The best bad movies I have ever seen has gone on pause for a second because it took me ages to remember what number 5 was. Continuing...

part six
5. Ice Princess (imdb):

The phrase "From the studio that brought you The Princess Diaries" means one thing to me. Ok, two. Michelle Trachtenberg will one day hit on one of the Wesleyan Spirits a la Anne Hathaway...and also, one day I will see Michelle Trachtenberg's titties in a movie about gay cowboys.

How can you forget a movie that has a tagline almost rivaling Mad Hot Ballroom's...
"From small town Mathlete, To big time Athlete"

And that's what this movie is about. A dorky girl who uses physics to learn how to become an incredible figure skater. The tagline fails to mention the ambiguously ethnic zamboni driver who she falls for, telling her at the end of the movie that "You can drive my zamboni anytime." He even drives a zamboni to a pond by her house. The plot flaw here is that there is no way that zamboni wouldn't have fallen through the ice.

What are you!?! And why are you related to Kim Catrall and her obviously whiter daughter???

It also fails to mention that the ambiguously ethnic zamboni driver is Kim Catrall's son. As if the premise of this movie wasn't gay enough, let's take into consideration that Kim Catrall is in it...and there are NO TITTIES. None. None of them.

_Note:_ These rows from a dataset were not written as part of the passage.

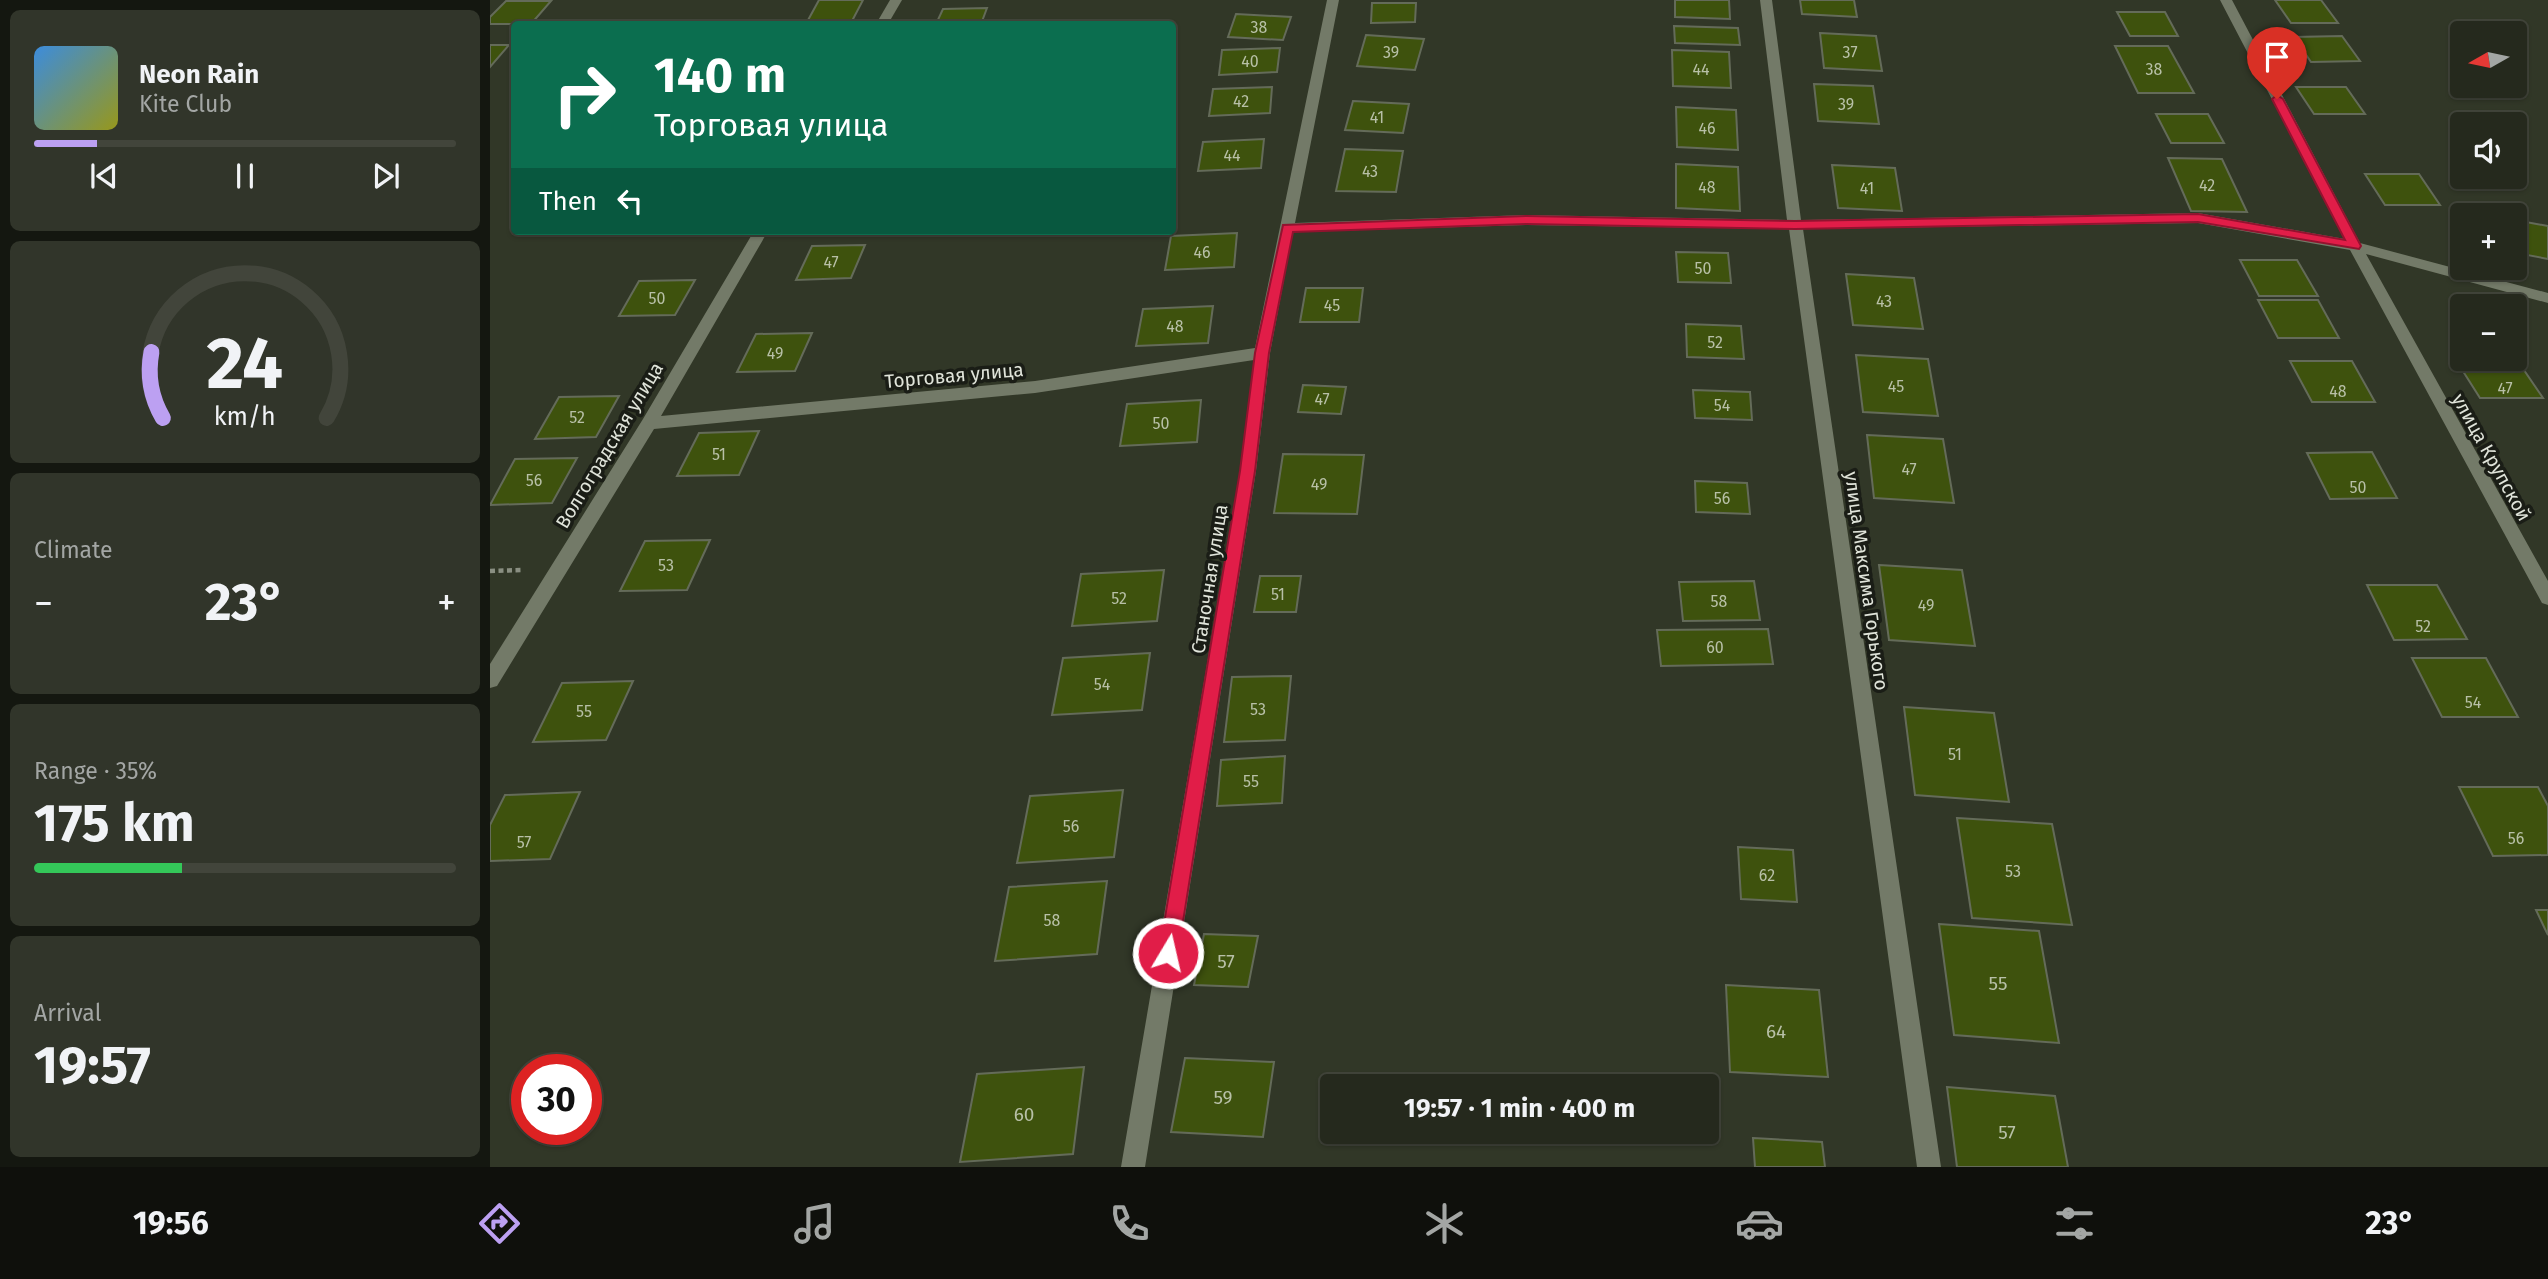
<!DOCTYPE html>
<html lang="en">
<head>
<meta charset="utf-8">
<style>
	:root { --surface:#25291d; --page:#31352a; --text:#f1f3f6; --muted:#a3a6a4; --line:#42453b; --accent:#bca0f2 }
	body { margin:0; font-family:"Fira Sans",sans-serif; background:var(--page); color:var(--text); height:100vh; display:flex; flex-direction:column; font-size:26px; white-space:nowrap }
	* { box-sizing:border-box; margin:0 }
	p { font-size:23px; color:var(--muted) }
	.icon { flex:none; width:38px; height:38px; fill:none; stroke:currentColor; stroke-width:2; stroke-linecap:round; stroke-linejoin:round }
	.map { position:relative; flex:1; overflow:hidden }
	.panel { display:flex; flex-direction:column; gap:10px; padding:10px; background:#141710; width:490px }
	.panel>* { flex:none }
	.guide { position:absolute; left:21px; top:21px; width:665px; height:214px; border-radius:7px; box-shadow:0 2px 5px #0004,0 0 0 2px var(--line); background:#0b6e4f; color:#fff; overflow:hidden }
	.needle { width:46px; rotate:261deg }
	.buttons { position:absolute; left:1960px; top:21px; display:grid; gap:14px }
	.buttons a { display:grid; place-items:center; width:77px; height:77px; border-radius:7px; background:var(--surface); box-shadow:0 2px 5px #0004,0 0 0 2px var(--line); font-size:35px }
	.speed { position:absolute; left:21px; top:1054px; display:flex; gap:14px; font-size:35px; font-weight:700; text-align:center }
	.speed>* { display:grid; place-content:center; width:91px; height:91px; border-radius:50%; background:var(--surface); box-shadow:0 2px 5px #0004,0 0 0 2px var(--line); line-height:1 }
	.speed .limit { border:10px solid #d22; background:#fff; color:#111 }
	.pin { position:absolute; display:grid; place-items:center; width:60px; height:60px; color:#fff; margin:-72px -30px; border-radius:50% 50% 50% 0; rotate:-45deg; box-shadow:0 0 7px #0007 }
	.pin .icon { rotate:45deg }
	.me { position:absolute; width:77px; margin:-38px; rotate:9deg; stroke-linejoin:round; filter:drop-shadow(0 0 5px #0008) }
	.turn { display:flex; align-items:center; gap:24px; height:147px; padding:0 28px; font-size:32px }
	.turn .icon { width:91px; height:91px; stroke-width:2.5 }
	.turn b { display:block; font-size:49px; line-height:60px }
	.then { display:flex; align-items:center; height:66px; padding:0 28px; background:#0003; gap:14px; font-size:26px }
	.big { font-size:52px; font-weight:700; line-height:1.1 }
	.panel .tile { flex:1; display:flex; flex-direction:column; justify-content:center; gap:10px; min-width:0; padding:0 24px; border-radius:10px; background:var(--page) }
	.panel .dial { align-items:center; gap:0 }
	.dial svg { height:182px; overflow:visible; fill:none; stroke:var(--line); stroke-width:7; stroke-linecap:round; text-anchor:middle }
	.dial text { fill:var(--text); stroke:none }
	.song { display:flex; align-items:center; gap:21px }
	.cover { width:84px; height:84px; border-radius:10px; background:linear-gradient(135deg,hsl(210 70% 55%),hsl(60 70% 35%)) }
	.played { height:7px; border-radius:4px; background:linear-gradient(90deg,var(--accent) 15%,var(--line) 15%) }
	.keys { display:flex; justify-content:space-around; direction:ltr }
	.heat { display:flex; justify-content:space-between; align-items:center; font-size:38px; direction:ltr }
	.charge { height:10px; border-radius:5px; background:linear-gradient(90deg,#34c759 35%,var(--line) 0) }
	.trip { position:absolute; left:830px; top:1074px; width:399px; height:70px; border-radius:7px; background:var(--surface); box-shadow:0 2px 5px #0004,0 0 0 2px var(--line); font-weight:700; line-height:70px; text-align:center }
	.tabs { display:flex; height:112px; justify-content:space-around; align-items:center; background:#0f100c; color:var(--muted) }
	.tabs .icon { width:49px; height:49px }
	.tabs .current { color:var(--accent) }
	.tabs b { font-size:32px; color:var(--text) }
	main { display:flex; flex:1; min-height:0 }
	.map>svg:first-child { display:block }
	.building { fill:#3e520d; stroke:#646b59; stroke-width:2 }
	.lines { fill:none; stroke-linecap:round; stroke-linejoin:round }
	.path { stroke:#8a8f82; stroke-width:4.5; stroke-dasharray:5 3.5; stroke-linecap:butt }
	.minor { fill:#737a68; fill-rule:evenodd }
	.route { fill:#e11d48; stroke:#92132f; stroke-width:2 }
	.labels { text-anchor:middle; stroke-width:7; stroke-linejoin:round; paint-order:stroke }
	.number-label { font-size:16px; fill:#b8c0a7 }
	.street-label { font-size:19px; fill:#e0e4da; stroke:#1a1d16 }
	.near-number-label { font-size:19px; fill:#b8c0a7 }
</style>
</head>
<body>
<main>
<section class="panel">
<div class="tile">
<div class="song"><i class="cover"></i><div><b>Neon Rain</b><p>Kite Club</p></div></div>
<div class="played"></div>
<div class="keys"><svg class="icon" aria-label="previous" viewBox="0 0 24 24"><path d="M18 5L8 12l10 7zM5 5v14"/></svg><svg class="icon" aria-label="pause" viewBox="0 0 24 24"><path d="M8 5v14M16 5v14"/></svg><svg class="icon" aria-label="next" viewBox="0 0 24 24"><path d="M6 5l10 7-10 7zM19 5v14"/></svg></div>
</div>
<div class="tile dial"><svg viewBox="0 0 100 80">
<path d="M14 69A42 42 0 1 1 86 69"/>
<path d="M14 69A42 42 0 0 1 9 40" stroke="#bca0f2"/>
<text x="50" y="56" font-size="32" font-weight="700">24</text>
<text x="50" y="72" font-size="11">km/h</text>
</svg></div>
<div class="tile"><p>Climate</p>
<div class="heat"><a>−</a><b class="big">23°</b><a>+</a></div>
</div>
<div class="tile"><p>Range · 35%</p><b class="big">175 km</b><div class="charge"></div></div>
<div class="tile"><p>Arrival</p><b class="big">19:57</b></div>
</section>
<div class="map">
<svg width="2058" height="1167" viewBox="0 0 2058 1167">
	<rect width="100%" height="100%" fill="#313727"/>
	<g class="building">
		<path d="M329 0H373L362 21 317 22Z"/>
		<path d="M1185 0H1239L1240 19 1185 17Z"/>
		<path d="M1310 0H1364L1367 17 1312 14Z"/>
		<path d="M1785 0H1831L1848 23H1801Z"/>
		<path d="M16 1H61L41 24H0V17Z"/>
		<path d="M882 3H926L925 22 881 23Z"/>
		<path d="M497 8 491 24H446L453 9Z"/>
		<path d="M1627 12H1675L1688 36H1640Z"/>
		<path d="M746 14 801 17 793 40 738 37Z"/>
		<path d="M1184 26 1248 28 1250 45 1185 43Z"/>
		<path d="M1330 33 1386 36 1392 71 1334 68Z"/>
		<path d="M876 35 934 39 925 70 867 66Z"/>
		<path d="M1852 36 1870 61 1821 62 1804 37Z"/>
		<path d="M0 45H19L0 67Z"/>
		<path d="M1625 46H1678L1704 93H1648Z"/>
		<path d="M790 48 787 72 729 75 732 50Z"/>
		<path d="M1182 50 1239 52 1241 88 1183 86Z"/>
		<path d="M1324 84 1383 86 1389 124 1328 121Z"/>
		<path d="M782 87 780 113 719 116 723 89Z"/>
		<path d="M1806 87H1856L1875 114H1824Z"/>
		<path d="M863 101 919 104 913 133 855 130Z"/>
		<path d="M1186 107 1246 110 1248 150 1187 147Z"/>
		<path d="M1666 114H1718L1734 143H1681Z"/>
		<path d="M774 139 771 168 708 171 713 142Z"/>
		<path d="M855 149 913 151 906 192 846 191Z"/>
		<path d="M1678 158 1732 159 1757 212 1701 211Z"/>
		<path d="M1186 164 1248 167 1250 211 1186 208Z"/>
		<path d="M1342 165 1405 168 1412 211 1348 208Z"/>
		<path d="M1875 174H1929L1950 205H1895Z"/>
		<path d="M2025 220 2058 226V259L2032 254Z"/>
		<path d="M747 233 744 267 675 270 681 236Z"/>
		<path d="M375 245 361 278 306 280 322 246Z"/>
		<path d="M1186 252 1238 253 1241 283 1188 282Z"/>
		<path d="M1750 260H1807L1828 296H1769Z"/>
		<path d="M1356 274 1424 278 1433 329 1363 325Z"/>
		<path d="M205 280 185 315 129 316 149 281Z"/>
		<path d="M816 288H873L869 322H810Z"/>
		<path d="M1768 300H1828L1849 338H1788Z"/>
		<path d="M723 306 718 343 646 346 653 309Z"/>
		<path d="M1196 324 1251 326 1254 359 1197 357Z"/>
		<path d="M322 333 305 371 247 372 266 334Z"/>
		<path d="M1366 355 1438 359 1448 416 1373 412Z"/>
		<path d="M1964 357H2025L2053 398H1990Z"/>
		<path d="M1800 361H1862L1885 402H1822Z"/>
		<path d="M813 385 856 387 851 414 808 412Z"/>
		<path d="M1203 390 1260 392 1262 420 1205 418Z"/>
		<path d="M129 396 106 437 45 439 69 397Z"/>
		<path d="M711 400 707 442 630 446 637 404Z"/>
		<path d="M269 431 249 475 187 476 209 433Z"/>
		<path d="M1377 435 1453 439 1464 503 1384 498Z"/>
		<path d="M1882 452 1907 498 1840 499 1817 453Z"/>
		<path d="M793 454 874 455 867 514 784 513Z"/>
		<path d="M87 458 62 503 0 505 25 459Z"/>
		<path d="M1205 481 1257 483 1260 514 1206 512Z"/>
		<path d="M220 540 197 590 130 591 155 541Z"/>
		<path d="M1389 565 1472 570 1485 646 1399 640Z"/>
		<path d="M674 570 667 621 582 626 591 574Z"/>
		<path d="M770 576H811L806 612H764Z"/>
		<path d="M1264 581 1270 620 1193 621 1189 582Z"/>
		<path d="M1877 585H1947L1977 639 1904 640Z"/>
		<path d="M1278 629 1283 664 1171 666 1167 630Z"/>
		<path d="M660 653 652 710 562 715 573 658Z"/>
		<path d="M1922 658H1996L2028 717H1952Z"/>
		<path d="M801 676 795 740 734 742 742 677Z"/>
		<path d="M143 681 116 740 43 742 72 683Z"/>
		<path d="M1414 707 1504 713 1519 802 1425 795Z"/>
		<path d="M795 756 792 803 727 806 731 760Z"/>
		<path d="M1969 787H2048L2058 806V855L2003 856Z"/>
		<path d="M633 790 624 857 527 863 540 796Z"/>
		<path d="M90 792 60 859 0 861V825L15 795Z"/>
		<path d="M1467 818 1562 824 1582 925 1482 918Z"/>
		<path d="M1248 847 1303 850 1307 902 1251 899Z"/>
		<path d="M617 881 607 954 505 961 519 887Z"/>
		<path d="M2046 910H2058V935L2055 929Z"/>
		<path d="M1449 924 1549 931 1569 1043 1464 1035Z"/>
		<path d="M714 934 768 936 758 987 704 985Z"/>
		<path d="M1236 985 1329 990 1338 1077 1240 1072Z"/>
		<path d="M695 1058 784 1062 773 1137 681 1132Z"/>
		<path d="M594 1067 583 1154 470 1162 487 1074Z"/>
		<path d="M1457 1087 1565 1096 1578 1167H1467Z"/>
		<path d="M1263 1138 1332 1142 1335 1167H1265Z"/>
	</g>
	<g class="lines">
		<path class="path" d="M0 571 33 570"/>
		<g class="minor">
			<path d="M400 0H412L398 24H386Z"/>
			<path d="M837 0H849L805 223 1037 215 1297 220 1270 0H1282L1311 220 1708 213 1855 239 1730 0H1742L1870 243 2058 293V303L1876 254 2058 581V605L2052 603 1860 250 1708 223 1313 229 1451 1167H1427L1299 229 1037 225 803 232 780 353 766 471 655 1167H631L750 471 764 360 545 393 164 429 7 686 0 688V664L153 419 264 231H278L171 416 545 381 765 348Z"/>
		</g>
	</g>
	<path class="route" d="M1787 95 1793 99 1871 246 1869 249 1708 222 1305 229 1037 224 803 232 779 353 765 471 688 953 685 960 678 963 671 960 669 953 750 471 765 353 793 225 1037 216 1305 221 1708 214 1855 240 1782 99Z"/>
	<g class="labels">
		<g class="number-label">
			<text x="769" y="33">38</text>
			<text x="901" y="58">39</text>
			<text x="1360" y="58">37</text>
			<text x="760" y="67">40</text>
			<text x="1211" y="75">44</text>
			<text x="1664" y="75">38</text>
			<text x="751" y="107">42</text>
			<text x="1356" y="110">39</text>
			<text x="887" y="123">41</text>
			<text x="1217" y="134">46</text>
			<text x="742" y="161">44</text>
			<text x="880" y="177">43</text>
			<text x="1717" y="191">42</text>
			<text x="1217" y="193">48</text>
			<text x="1377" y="194">41</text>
			<text x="712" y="258">46</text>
			<text x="341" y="268">47</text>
			<text x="1213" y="274">50</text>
			<text x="167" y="304">50</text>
			<text x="1394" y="307">43</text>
			<text x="842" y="311">45</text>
			<text x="685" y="332">48</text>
			<text x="1225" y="348">52</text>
			<text x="285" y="359">49</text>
			<text x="1406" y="392">45</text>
			<text x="2015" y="394">47</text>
			<text x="1848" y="397">48</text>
			<text x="832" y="405">47</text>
			<text x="1232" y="411">54</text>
			<text x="87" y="423">52</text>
			<text x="671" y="429">50</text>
			<text x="229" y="460">51</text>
			<text x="1419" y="475">47</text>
			<text x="44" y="486">56</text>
			<text x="829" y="490">49</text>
			<text x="1868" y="493">50</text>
			<text x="1232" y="504">56</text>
			<text x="176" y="571">53</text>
			<text x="788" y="600">51</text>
			<text x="629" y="604">52</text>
			<text x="1229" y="607">58</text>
			<text x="1436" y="611">49</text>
			<text x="1933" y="632">52</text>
			<text x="1225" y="653">60</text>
			<text x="612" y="690">54</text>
			<text x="1983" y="708">54</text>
			<text x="768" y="715">53</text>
			<text x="94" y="717">55</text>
			<text x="1465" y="760">51</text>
			<text x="761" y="787">55</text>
			<text x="581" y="832">56</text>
			<text x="2026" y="844">56</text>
			<text x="34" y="848">57</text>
			<text x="1523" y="877">53</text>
			<text x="1277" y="881">62</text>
			<text x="562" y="926">58</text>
		</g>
		<g class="street-label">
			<text transform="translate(464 375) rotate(-5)" y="7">Торговая улица</text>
			<text transform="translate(119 445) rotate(-59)" y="7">Волгоградская улица</text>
			<text transform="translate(2002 457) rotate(61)" y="7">улица Крупской</text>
			<text transform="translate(719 579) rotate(-81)" y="7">Станочная улица</text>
			<text transform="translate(1377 581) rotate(82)" y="7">улица Максима Горького</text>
		</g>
		<g class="near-number-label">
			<text x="736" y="968">57</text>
			<text x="1508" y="990">55</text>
			<text x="1286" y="1038">64</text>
			<text x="733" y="1104">59</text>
			<text x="534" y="1121">60</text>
			<text x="1517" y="1139">57</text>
		</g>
	</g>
</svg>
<div class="buttons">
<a><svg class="needle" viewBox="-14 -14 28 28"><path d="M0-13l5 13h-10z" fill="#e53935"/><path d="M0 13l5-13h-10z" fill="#a3a6a4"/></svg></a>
<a><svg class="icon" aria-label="sound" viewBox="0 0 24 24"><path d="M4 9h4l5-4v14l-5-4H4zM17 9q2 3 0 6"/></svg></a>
<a>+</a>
<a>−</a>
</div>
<div class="speed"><div class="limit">30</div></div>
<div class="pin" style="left:1787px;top:99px;background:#d93025"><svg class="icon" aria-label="arrive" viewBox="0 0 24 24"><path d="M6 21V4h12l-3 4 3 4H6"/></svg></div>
<svg class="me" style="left:678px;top:953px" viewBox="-20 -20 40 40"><circle r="17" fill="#e11d48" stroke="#fff" stroke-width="3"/><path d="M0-11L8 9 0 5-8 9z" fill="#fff"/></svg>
<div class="trip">19:57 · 1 min · 400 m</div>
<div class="guide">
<div class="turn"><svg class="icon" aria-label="right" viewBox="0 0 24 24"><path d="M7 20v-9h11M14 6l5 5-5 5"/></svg><div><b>140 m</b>Торговая улица</div></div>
<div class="then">Then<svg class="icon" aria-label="left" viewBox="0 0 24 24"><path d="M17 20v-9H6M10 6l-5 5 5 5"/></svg></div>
</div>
</div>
</main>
<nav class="tabs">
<b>19:56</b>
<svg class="icon current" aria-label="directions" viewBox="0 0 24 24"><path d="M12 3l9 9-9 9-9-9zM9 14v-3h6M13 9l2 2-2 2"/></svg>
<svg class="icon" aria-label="music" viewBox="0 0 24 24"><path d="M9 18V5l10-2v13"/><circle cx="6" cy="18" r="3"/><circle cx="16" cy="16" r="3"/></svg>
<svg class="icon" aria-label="phone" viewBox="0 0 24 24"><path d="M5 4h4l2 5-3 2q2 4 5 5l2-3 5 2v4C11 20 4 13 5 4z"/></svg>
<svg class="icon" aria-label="climate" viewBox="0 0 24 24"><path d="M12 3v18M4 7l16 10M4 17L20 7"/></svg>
<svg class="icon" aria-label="car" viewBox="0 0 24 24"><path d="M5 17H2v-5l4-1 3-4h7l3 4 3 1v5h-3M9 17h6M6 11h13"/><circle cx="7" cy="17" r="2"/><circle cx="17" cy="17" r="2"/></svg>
<svg class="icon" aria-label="filters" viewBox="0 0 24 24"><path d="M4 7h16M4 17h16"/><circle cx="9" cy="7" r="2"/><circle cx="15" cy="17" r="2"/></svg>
<b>23°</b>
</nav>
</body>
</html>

And if you think this movie is simply an inspiring film for young people, you are quite wrong. This is the Mean Girls of figure-skating movies-- Chock Full O'Bitches. There is sabotage...there is crying...there is back-stabbing.

And then there's a great "Mom, I'm not living MY dream...I'm living yours" moment. No tween movie should go without one of those.

zero career credibility for Michelle. zero.